* _Assignment_
Without changing a word, repeat the data, and include no pictures.

Stored dataset items

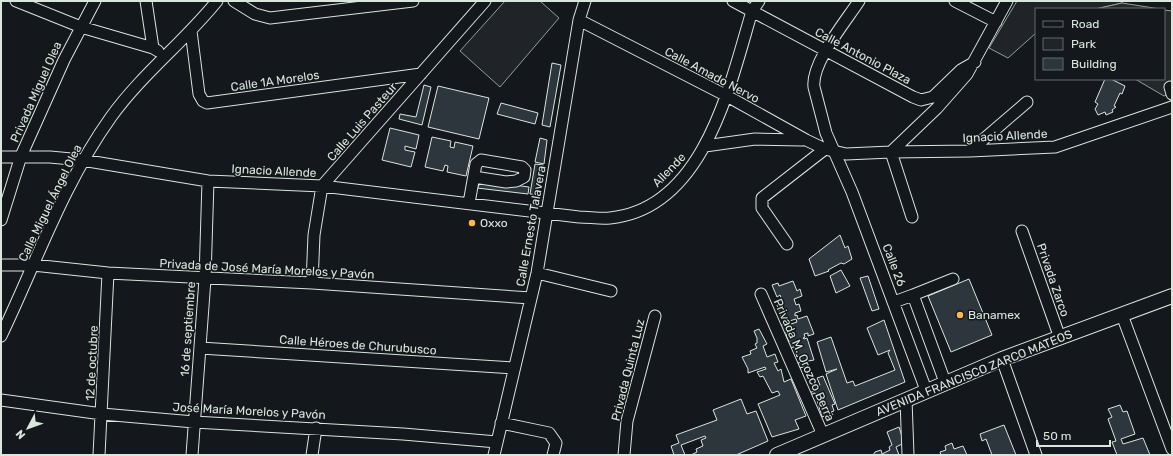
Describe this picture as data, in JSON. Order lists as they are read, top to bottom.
{
  "streets": {
    "main road": ["AVENIDA FRANCISCO ZARCO MATEOS"],
    "street": [
      "Calle Antonio Plaza",
      "Calle Amado Nervo",
      "Calle 1A Morelos",
      "Privada Miguel Olea",
      "Calle Luis Pasteur",
      "Ignacio Allende",
      "Allende",
      "Calle Miguel Ángel Olea",
      "Calle Ernesto Talavera",
      "Calle 26",
      "Privada de José María Morelos y Pavón",
      "Privada Zarco",
      "16 de septiembre",
      "Calle Héroes de Churubusco",
      "Privada M. Orozco Berra",
      "12 de octubre",
      "Privada Quinta Luz",
      "José María Morelos y Pavón"
    ]
  },
  "crossings": [
    ["Calle Antonio Plaza", "Allende"],
    ["Calle Antonio Plaza", "Calle 26"],
    ["Calle Amado Nervo", "Ignacio Allende"],
    ["Calle Amado Nervo", "Allende"],
    ["Calle Amado Nervo", "Calle Ernesto Talavera"],
    ["Calle Amado Nervo", "Calle 26"],
    ["Calle 1A Morelos", "Calle Luis Pasteur"],
    ["Calle 1A Morelos", "Calle Miguel Ángel Olea"],
    ["Privada Miguel Olea", "Ignacio Allende"],
    ["Calle Luis Pasteur", "Ignacio Allende"],
    ["Ignacio Allende", "Allende"],
    ["Ignacio Allende", "Calle Miguel Ángel Olea"],
    ["Ignacio Allende", "Calle Ernesto Talavera"],
    ["Ignacio Allende", "Calle 26"],
    ["Ignacio Allende", "16 de septiembre"],
    ["Allende", "Calle Ernesto Talavera"],
    ["Calle Miguel Ángel Olea", "Privada de José María Morelos y Pavón"],
    ["Calle Ernesto Talavera", "Privada de José María Morelos y Pavón"],
    ["Calle Ernesto Talavera", "Calle Héroes de Churubusco"],
    ["Calle Ernesto Talavera", "José María Morelos y Pavón"],
    ["Calle 26", "AVENIDA FRANCISCO ZARCO MATEOS"],
    ["Privada de José María Morelos y Pavón", "16 de septiembre"],
    ["Privada de José María Morelos y Pavón", "12 de octubre"],
    ["Privada Zarco", "AVENIDA FRANCISCO ZARCO MATEOS"],
    ["16 de septiembre", "Calle Héroes de Churubusco"],
    ["16 de septiembre", "José María Morelos y Pavón"],
    ["Privada M. Orozco Berra", "AVENIDA FRANCISCO ZARCO MATEOS"],
    ["12 de octubre", "José María Morelos y Pavón"]
  ],
  "places": ["Oxxo", "Banamex"],
  "legend": ["Road", "Park", "Building"],
  "scale_bar": "50 m",
  "north": "bottom left"
}
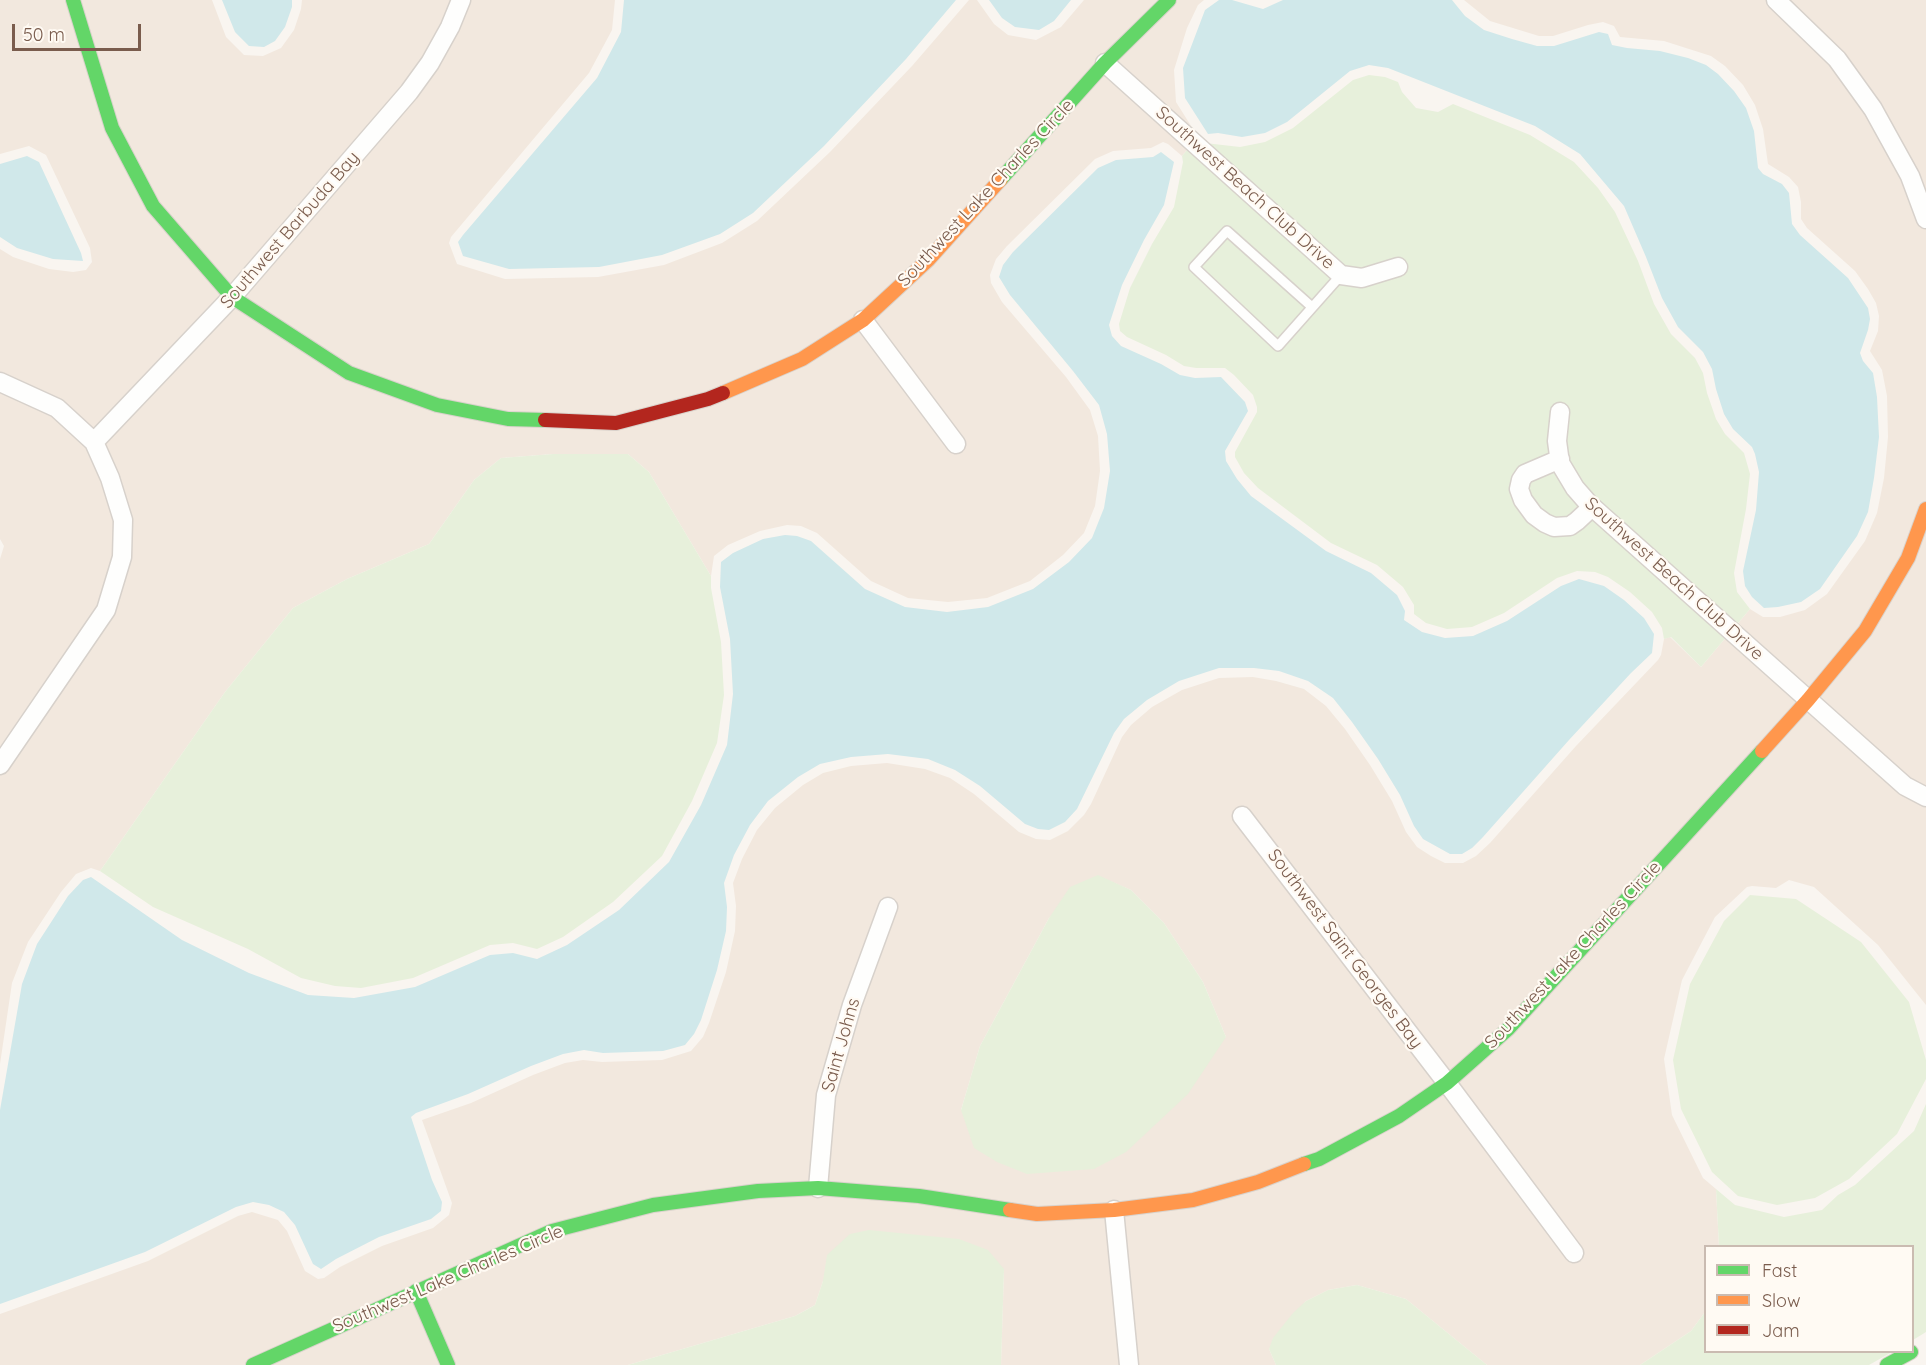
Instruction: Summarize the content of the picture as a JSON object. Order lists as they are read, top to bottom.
{
  "streets": {
    "street": [
      "Southwest Beach Club Drive",
      "Southwest Lake Charles Circle",
      "Southwest Barbuda Bay",
      "Southwest Saint Georges Bay",
      "Saint Johns"
    ]
  },
  "crossings": [
    ["Southwest Beach Club Drive", "Southwest Lake Charles Circle"],
    ["Southwest Lake Charles Circle", "Southwest Barbuda Bay"],
    ["Southwest Lake Charles Circle", "Southwest Saint Georges Bay"],
    ["Southwest Lake Charles Circle", "Saint Johns"]
  ],
  "legend": ["Fast", "Slow", "Jam"],
  "scale_bar": "50 m"
}
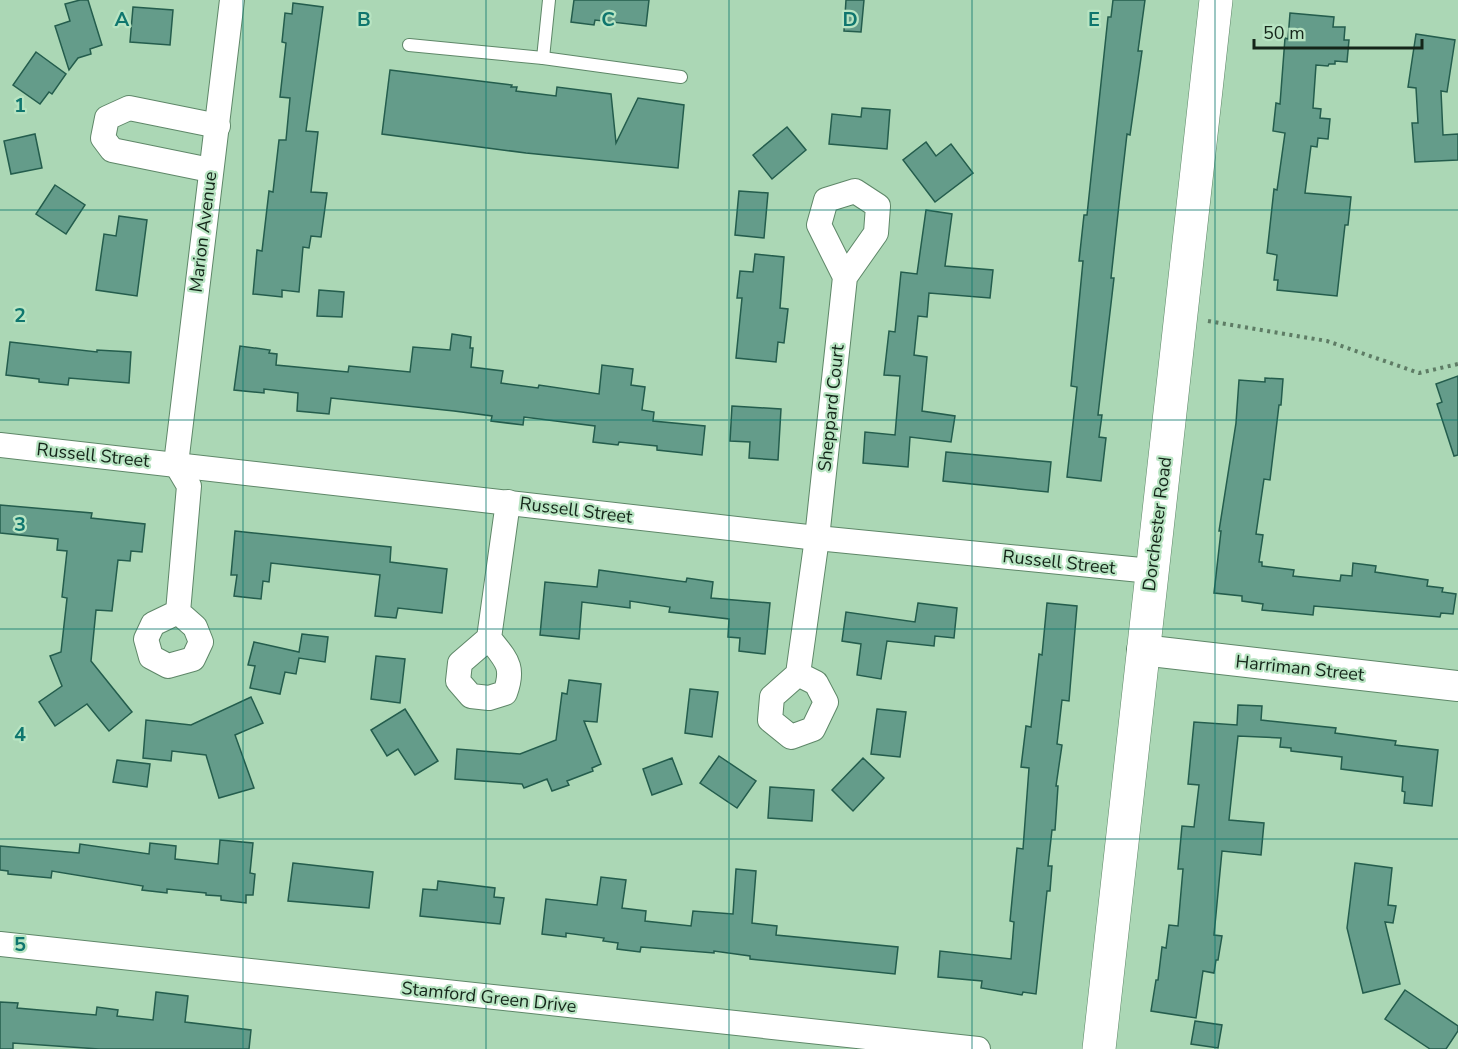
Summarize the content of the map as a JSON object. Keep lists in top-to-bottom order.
{
  "streets": {
    "main road": ["Dorchester Road"],
    "street": [
      "Marion Avenue",
      "Sheppard Court",
      "Russell Street",
      "Harriman Street",
      "Stamford Green Drive"
    ]
  },
  "crossings": [
    ["Marion Avenue", "Russell Street"],
    ["Sheppard Court", "Russell Street"],
    ["Russell Street", "Dorchester Road"],
    ["Dorchester Road", "Harriman Street"]
  ],
  "scale_bar": "50 m",
  "grid": {
    "columns": [
      "A",
      "B",
      "C",
      "D",
      "E"
    ],
    "rows": [
      "1",
      "2",
      "3",
      "4",
      "5"
    ]
  }
}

* _Answer to this problem_
Describe this picture as data, in JSON. Order lists as they are read, top to bottom.
{
  "streets": {
    "main road": ["AVENIDA FRANCISCO ZARCO MATEOS"],
    "street": [
      "Calle Antonio Plaza",
      "Calle Amado Nervo",
      "Calle 1A Morelos",
      "Privada Miguel Olea",
      "Calle Luis Pasteur",
      "Ignacio Allende",
      "Allende",
      "Calle Miguel Ángel Olea",
      "Calle Ernesto Talavera",
      "Calle 26",
      "Privada de José María Morelos y Pavón",
      "Privada Zarco",
      "16 de septiembre",
      "Calle Héroes de Churubusco",
      "Privada M. Orozco Berra",
      "12 de octubre",
      "Privada Quinta Luz",
      "José María Morelos y Pavón"
    ]
  },
  "crossings": [
    ["Calle Antonio Plaza", "Allende"],
    ["Calle Antonio Plaza", "Calle 26"],
    ["Calle Amado Nervo", "Ignacio Allende"],
    ["Calle Amado Nervo", "Allende"],
    ["Calle Amado Nervo", "Calle Ernesto Talavera"],
    ["Calle Amado Nervo", "Calle 26"],
    ["Calle 1A Morelos", "Calle Luis Pasteur"],
    ["Calle 1A Morelos", "Calle Miguel Ángel Olea"],
    ["Privada Miguel Olea", "Ignacio Allende"],
    ["Calle Luis Pasteur", "Ignacio Allende"],
    ["Ignacio Allende", "Allende"],
    ["Ignacio Allende", "Calle Miguel Ángel Olea"],
    ["Ignacio Allende", "Calle Ernesto Talavera"],
    ["Ignacio Allende", "Calle 26"],
    ["Ignacio Allende", "16 de septiembre"],
    ["Allende", "Calle Ernesto Talavera"],
    ["Calle Miguel Ángel Olea", "Privada de José María Morelos y Pavón"],
    ["Calle Ernesto Talavera", "Privada de José María Morelos y Pavón"],
    ["Calle Ernesto Talavera", "Calle Héroes de Churubusco"],
    ["Calle Ernesto Talavera", "José María Morelos y Pavón"],
    ["Calle 26", "AVENIDA FRANCISCO ZARCO MATEOS"],
    ["Privada de José María Morelos y Pavón", "16 de septiembre"],
    ["Privada de José María Morelos y Pavón", "12 de octubre"],
    ["Privada Zarco", "AVENIDA FRANCISCO ZARCO MATEOS"],
    ["16 de septiembre", "Calle Héroes de Churubusco"],
    ["16 de septiembre", "José María Morelos y Pavón"],
    ["Privada M. Orozco Berra", "AVENIDA FRANCISCO ZARCO MATEOS"],
    ["12 de octubre", "José María Morelos y Pavón"]
  ],
  "places": ["Oxxo", "Banamex"],
  "legend": ["Road", "Park", "Building"],
  "scale_bar": "50 m",
  "north": "bottom left"
}
Instruction: Summarize the content of the picture as a JSON object. Order lists as they are read, top to bottom.
{
  "streets": {
    "street": [
      "Southwest Beach Club Drive",
      "Southwest Lake Charles Circle",
      "Southwest Barbuda Bay",
      "Southwest Saint Georges Bay",
      "Saint Johns"
    ]
  },
  "crossings": [
    ["Southwest Beach Club Drive", "Southwest Lake Charles Circle"],
    ["Southwest Lake Charles Circle", "Southwest Barbuda Bay"],
    ["Southwest Lake Charles Circle", "Southwest Saint Georges Bay"],
    ["Southwest Lake Charles Circle", "Saint Johns"]
  ],
  "legend": ["Fast", "Slow", "Jam"],
  "scale_bar": "50 m"
}
Summarize the content of the map as a JSON object. Keep lists in top-to-bottom order.
{
  "streets": {
    "main road": ["Dorchester Road"],
    "street": [
      "Marion Avenue",
      "Sheppard Court",
      "Russell Street",
      "Harriman Street",
      "Stamford Green Drive"
    ]
  },
  "crossings": [
    ["Marion Avenue", "Russell Street"],
    ["Sheppard Court", "Russell Street"],
    ["Russell Street", "Dorchester Road"],
    ["Dorchester Road", "Harriman Street"]
  ],
  "scale_bar": "50 m",
  "grid": {
    "columns": [
      "A",
      "B",
      "C",
      "D",
      "E"
    ],
    "rows": [
      "1",
      "2",
      "3",
      "4",
      "5"
    ]
  }
}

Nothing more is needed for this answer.